DATASET EXTRACT below:

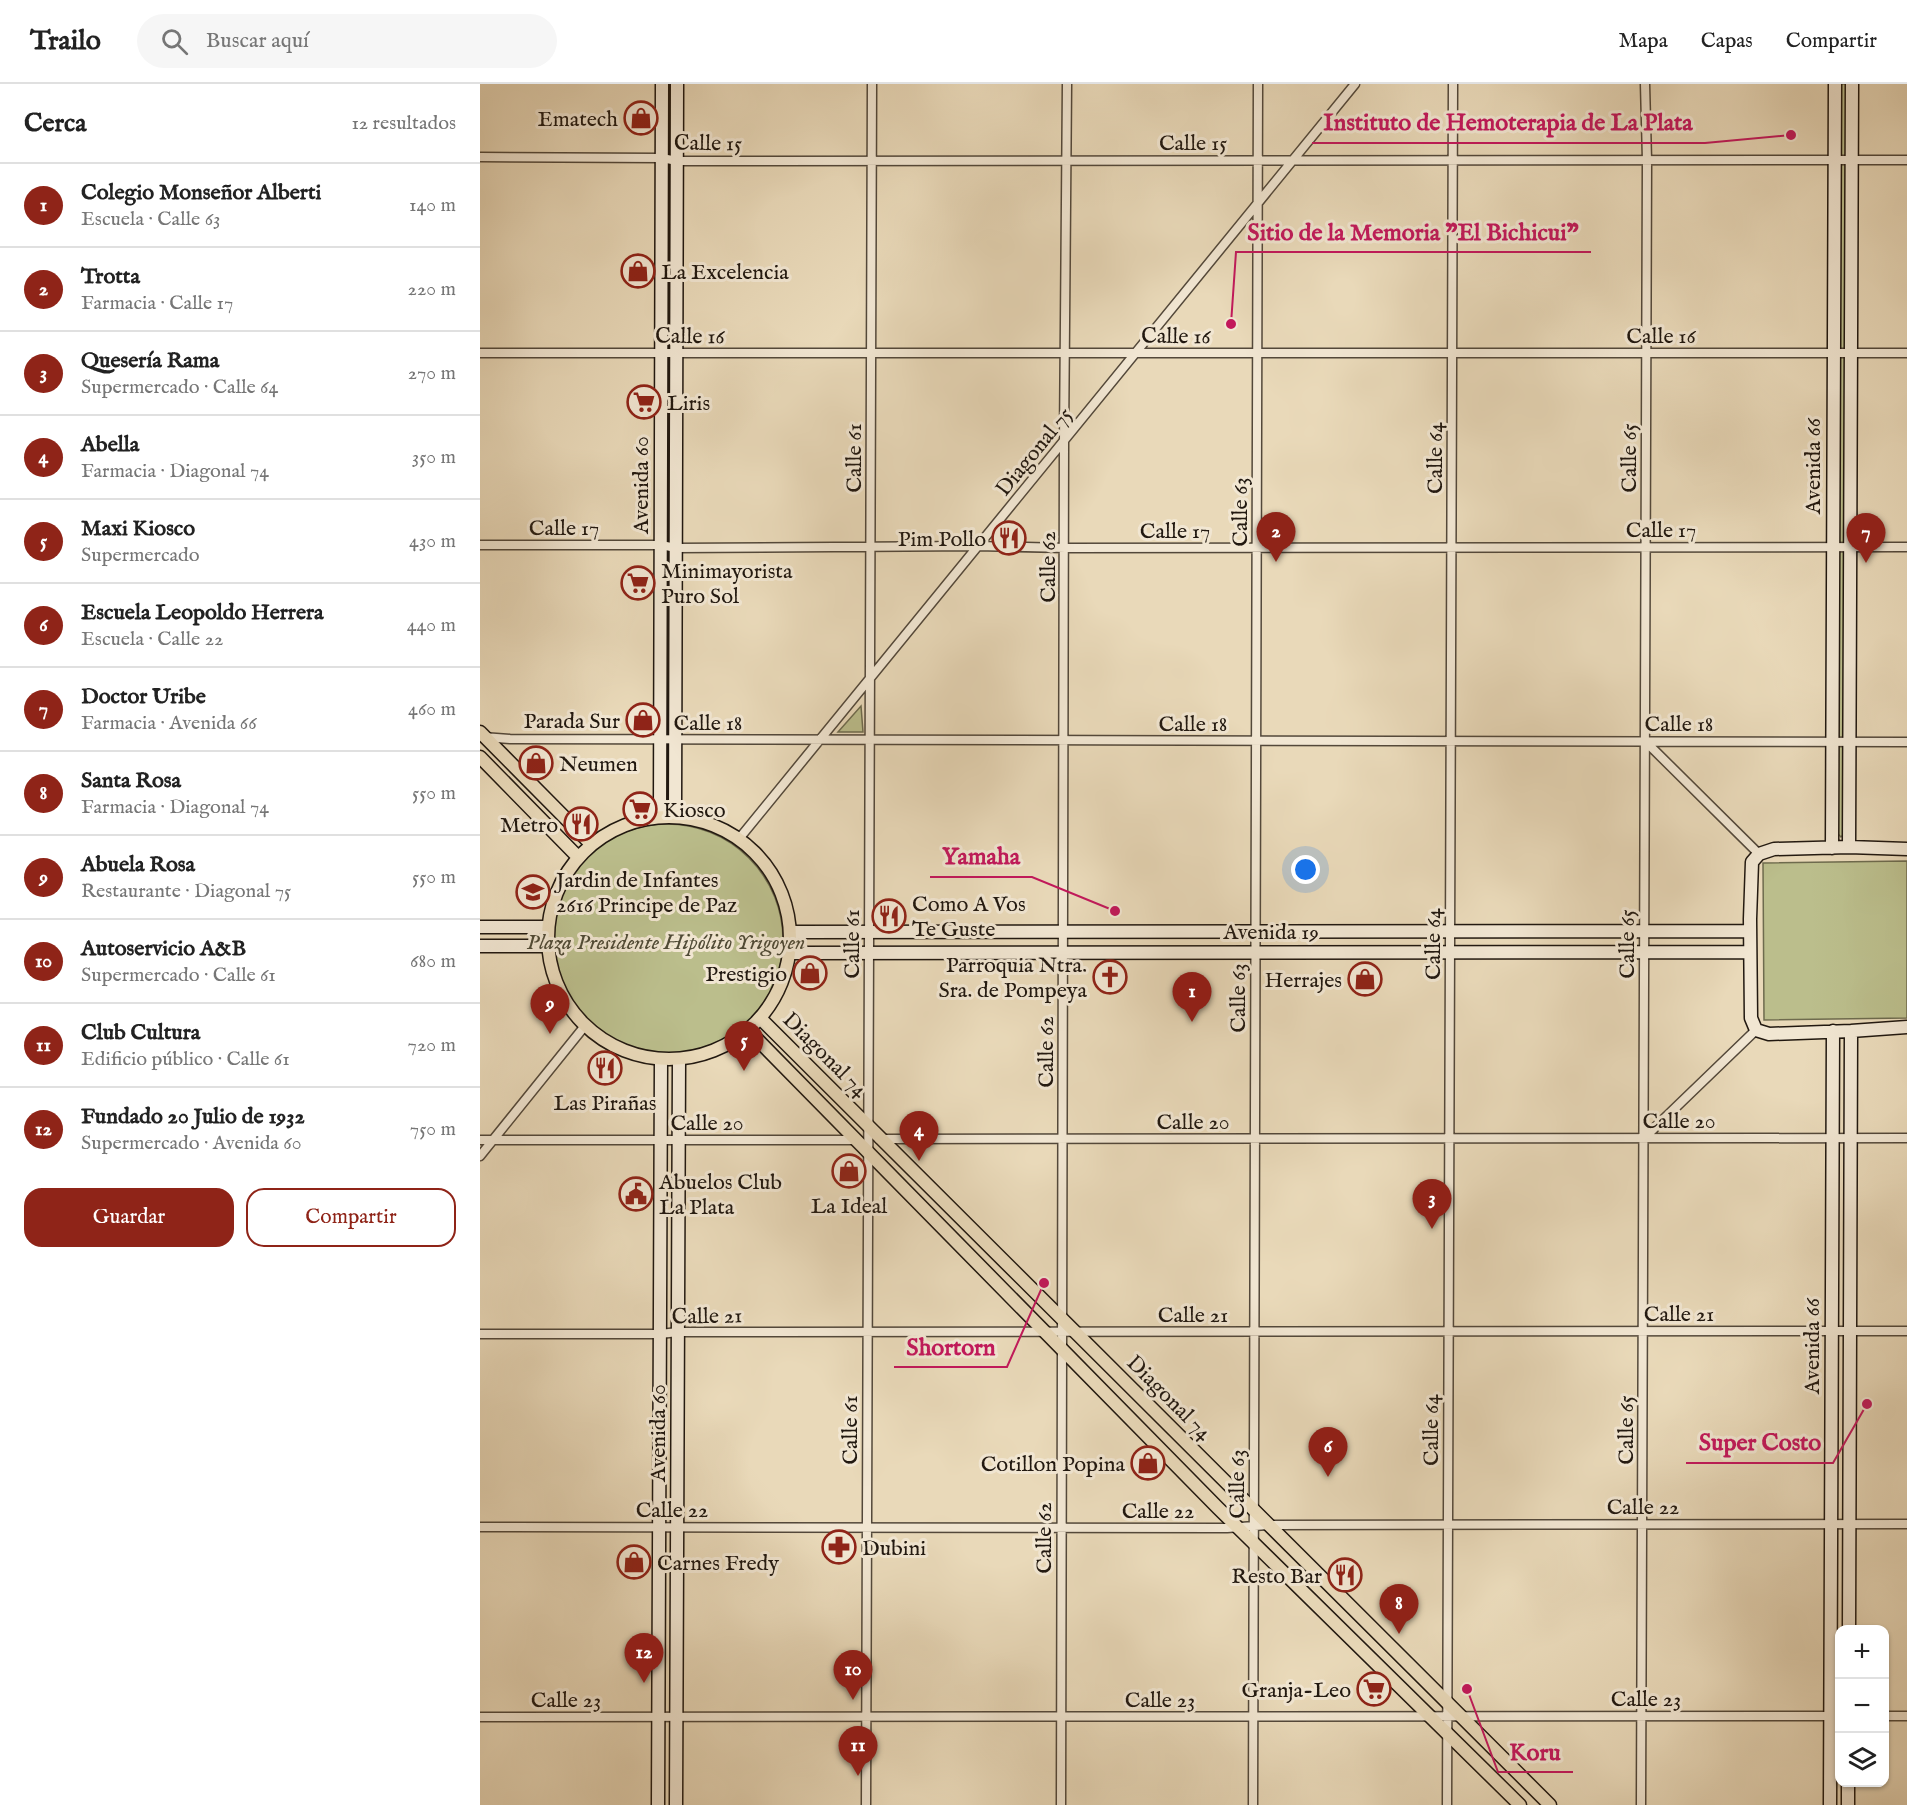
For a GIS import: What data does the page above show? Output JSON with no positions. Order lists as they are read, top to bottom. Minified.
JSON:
{"streets":{"main road":["Avenida 66","Avenida 60","Avenida 19","Diagonal 74"],"street":["Calle 15","Calle 16","Diagonal 75","Calle 61","Calle 64","Calle 65","Calle 63","Calle 17","Calle 62","Calle 18","Calle 20","Calle 21","Calle 22","Calle 23"]},"crossings":[["Calle 15","Diagonal 75"],["Calle 15","Calle 61"],["Calle 15","Calle 64"],["Calle 15","Calle 65"],["Calle 15","Avenida 66"],["Calle 15","Avenida 60"],["Calle 15","Calle 63"],["Calle 15","Calle 62"],["Calle 16","Diagonal 75"],["Calle 16","Calle 61"],["Calle 16","Calle 64"],["Calle 16","Calle 65"],["Calle 16","Avenida 66"],["Calle 16","Avenida 60"],["Calle 16","Calle 63"],["Calle 16","Calle 62"],["Diagonal 75","Calle 61"],["Diagonal 75","Calle 63"],["Diagonal 75","Calle 17"],["Diagonal 75","Calle 62"],["Diagonal 75","Calle 18"],["Calle 61","Calle 17"],["Calle 61","Calle 18"],["Calle 61","Avenida 19"],["Calle 61","Diagonal 74"],["Calle 61","Calle 20"],["Calle 61","Calle 21"],["Calle 61","Calle 22"],["Calle 61","Calle 23"],["Calle 64","Calle 17"],["Calle 64","Calle 18"],["Calle 64","Avenida 19"],["Calle 64","Diagonal 74"],["Calle 64","Calle 20"],["Calle 64","Calle 21"],["Calle 64","Calle 22"],["Calle 64","Calle 23"],["Calle 65","Calle 17"],["Calle 65","Calle 18"],["Calle 65","Avenida 19"],["Calle 65","Calle 20"],["Calle 65","Calle 21"],["Calle 65","Calle 22"],["Calle 65","Calle 23"],["Avenida 66","Calle 17"],["Avenida 66","Calle 18"],["Avenida 66","Calle 20"],["Avenida 66","Calle 21"],["Avenida 66","Calle 22"],["Avenida 66","Calle 23"],["Avenida 60","Calle 17"],["Avenida 60","Calle 18"],["Avenida 60","Calle 20"],["Avenida 60","Calle 21"],["Avenida 60","Calle 22"],["Avenida 60","Calle 23"],["Calle 63","Calle 17"],["Calle 63","Calle 18"],["Calle 63","Avenida 19"],["Calle 63","Diagonal 74"],["Calle 63","Calle 20"],["Calle 63","Calle 21"],["Calle 63","Calle 22"],["Calle 63","Calle 23"],["Calle 17","Calle 62"],["Calle 62","Calle 18"],["Calle 62","Avenida 19"],["Calle 62","Diagonal 74"],["Calle 62","Calle 20"],["Calle 62","Calle 21"],["Calle 62","Calle 22"],["Calle 62","Calle 23"],["Diagonal 74","Calle 20"],["Diagonal 74","Calle 21"],["Diagonal 74","Calle 22"],["Diagonal 74","Calle 23"]],"parks":["Plaza Presidente Hipólito Yrigoyen"],"places":{"shop":["Ematech","La Excelencia","Parada Sur","Neumen","Prestigio","Herrajes","La Ideal","Cotillon Popina","Carnes Fredy"],"other":["Instituto de Hemoterapia de La Plata","Sitio de la Memoria \"El Bichicui\"","Yamaha","Shortorn","Super Costo","Koru"],"supermarket":["Liris","Minimayorista Puro Sol","Kiosco","Granja-Leo"],"restaurant":["Pim Pollo","Metro","Como A Vos Te Guste","Las Pirañas","Resto Bar"],"school or university":["Jardin de Infantes 2616 Principe de Paz"],"church":["Parroquia Ntra. Sra. de Pompeya"],"public building":["Abuelos Club La Plata"],"pharmacy":["Dubini"]},"page":{"header":"Trailo","search":"Buscar aquí","nav":["Mapa","Capas","Compartir"],"heading":["Cerca","12 resultados"],"list":[{"mark":"1","name":"Colegio Monseñor Alberti","note":"Escuela · Calle 63","value":"140 m"},{"mark":"2","name":"Trotta","note":"Farmacia · Calle 17","value":"220 m"},{"mark":"3","name":"Quesería Rama","note":"Supermercado · Calle 64","value":"270 m"},{"mark":"4","name":"Abella","note":"Farmacia · Diagonal 74","value":"350 m"},{"mark":"5","name":"Maxi Kiosco","note":"Supermercado","value":"430 m"},{"mark":"6","name":"Escuela Leopoldo Herrera","note":"Escuela · Calle 22","value":"440 m"},{"mark":"7","name":"Doctor Uribe","note":"Farmacia · Avenida 66","value":"460 m"},{"mark":"8","name":"Santa Rosa","note":"Farmacia · Diagonal 74","value":"550 m"},{"mark":"9","name":"Abuela Rosa","note":"Restaurante · Diagonal 75","value":"550 m"},{"mark":"10","name":"Autoservicio A&B","note":"Supermercado · Calle 61","value":"680 m"},{"mark":"11","name":"Club Cultura","note":"Edificio público · Calle 61","value":"720 m"},{"mark":"12","name":"Fundado 20 Julio de 1932","note":"Supermercado · Avenida 60","value":"750 m"}],"pins":["2","7","1","9","5","4","3","6","8","12","10","11"],"buttons":["Guardar","Compartir"],"map_buttons":["+","−"]}}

End of DATASET EXTRACT.

WHAT NEEDS TO BE DONE:
Return all the data exactly, pictures omitted.

RESPONSE BOX:
For a GIS import: What data does the page above show? Output JSON with no positions. Order lists as they are read, top to bottom. Minified.
JSON:
{"streets":{"main road":["Avenida 66","Avenida 60","Avenida 19","Diagonal 74"],"street":["Calle 15","Calle 16","Diagonal 75","Calle 61","Calle 64","Calle 65","Calle 63","Calle 17","Calle 62","Calle 18","Calle 20","Calle 21","Calle 22","Calle 23"]},"crossings":[["Calle 15","Diagonal 75"],["Calle 15","Calle 61"],["Calle 15","Calle 64"],["Calle 15","Calle 65"],["Calle 15","Avenida 66"],["Calle 15","Avenida 60"],["Calle 15","Calle 63"],["Calle 15","Calle 62"],["Calle 16","Diagonal 75"],["Calle 16","Calle 61"],["Calle 16","Calle 64"],["Calle 16","Calle 65"],["Calle 16","Avenida 66"],["Calle 16","Avenida 60"],["Calle 16","Calle 63"],["Calle 16","Calle 62"],["Diagonal 75","Calle 61"],["Diagonal 75","Calle 63"],["Diagonal 75","Calle 17"],["Diagonal 75","Calle 62"],["Diagonal 75","Calle 18"],["Calle 61","Calle 17"],["Calle 61","Calle 18"],["Calle 61","Avenida 19"],["Calle 61","Diagonal 74"],["Calle 61","Calle 20"],["Calle 61","Calle 21"],["Calle 61","Calle 22"],["Calle 61","Calle 23"],["Calle 64","Calle 17"],["Calle 64","Calle 18"],["Calle 64","Avenida 19"],["Calle 64","Diagonal 74"],["Calle 64","Calle 20"],["Calle 64","Calle 21"],["Calle 64","Calle 22"],["Calle 64","Calle 23"],["Calle 65","Calle 17"],["Calle 65","Calle 18"],["Calle 65","Avenida 19"],["Calle 65","Calle 20"],["Calle 65","Calle 21"],["Calle 65","Calle 22"],["Calle 65","Calle 23"],["Avenida 66","Calle 17"],["Avenida 66","Calle 18"],["Avenida 66","Calle 20"],["Avenida 66","Calle 21"],["Avenida 66","Calle 22"],["Avenida 66","Calle 23"],["Avenida 60","Calle 17"],["Avenida 60","Calle 18"],["Avenida 60","Calle 20"],["Avenida 60","Calle 21"],["Avenida 60","Calle 22"],["Avenida 60","Calle 23"],["Calle 63","Calle 17"],["Calle 63","Calle 18"],["Calle 63","Avenida 19"],["Calle 63","Diagonal 74"],["Calle 63","Calle 20"],["Calle 63","Calle 21"],["Calle 63","Calle 22"],["Calle 63","Calle 23"],["Calle 17","Calle 62"],["Calle 62","Calle 18"],["Calle 62","Avenida 19"],["Calle 62","Diagonal 74"],["Calle 62","Calle 20"],["Calle 62","Calle 21"],["Calle 62","Calle 22"],["Calle 62","Calle 23"],["Diagonal 74","Calle 20"],["Diagonal 74","Calle 21"],["Diagonal 74","Calle 22"],["Diagonal 74","Calle 23"]],"parks":["Plaza Presidente Hipólito Yrigoyen"],"places":{"shop":["Ematech","La Excelencia","Parada Sur","Neumen","Prestigio","Herrajes","La Ideal","Cotillon Popina","Carnes Fredy"],"other":["Instituto de Hemoterapia de La Plata","Sitio de la Memoria \"El Bichicui\"","Yamaha","Shortorn","Super Costo","Koru"],"supermarket":["Liris","Minimayorista Puro Sol","Kiosco","Granja-Leo"],"restaurant":["Pim Pollo","Metro","Como A Vos Te Guste","Las Pirañas","Resto Bar"],"school or university":["Jardin de Infantes 2616 Principe de Paz"],"church":["Parroquia Ntra. Sra. de Pompeya"],"public building":["Abuelos Club La Plata"],"pharmacy":["Dubini"]},"page":{"header":"Trailo","search":"Buscar aquí","nav":["Mapa","Capas","Compartir"],"heading":["Cerca","12 resultados"],"list":[{"mark":"1","name":"Colegio Monseñor Alberti","note":"Escuela · Calle 63","value":"140 m"},{"mark":"2","name":"Trotta","note":"Farmacia · Calle 17","value":"220 m"},{"mark":"3","name":"Quesería Rama","note":"Supermercado · Calle 64","value":"270 m"},{"mark":"4","name":"Abella","note":"Farmacia · Diagonal 74","value":"350 m"},{"mark":"5","name":"Maxi Kiosco","note":"Supermercado","value":"430 m"},{"mark":"6","name":"Escuela Leopoldo Herrera","note":"Escuela · Calle 22","value":"440 m"},{"mark":"7","name":"Doctor Uribe","note":"Farmacia · Avenida 66","value":"460 m"},{"mark":"8","name":"Santa Rosa","note":"Farmacia · Diagonal 74","value":"550 m"},{"mark":"9","name":"Abuela Rosa","note":"Restaurante · Diagonal 75","value":"550 m"},{"mark":"10","name":"Autoservicio A&B","note":"Supermercado · Calle 61","value":"680 m"},{"mark":"11","name":"Club Cultura","note":"Edificio público · Calle 61","value":"720 m"},{"mark":"12","name":"Fundado 20 Julio de 1932","note":"Supermercado · Avenida 60","value":"750 m"}],"pins":["2","7","1","9","5","4","3","6","8","12","10","11"],"buttons":["Guardar","Compartir"],"map_buttons":["+","−"]}}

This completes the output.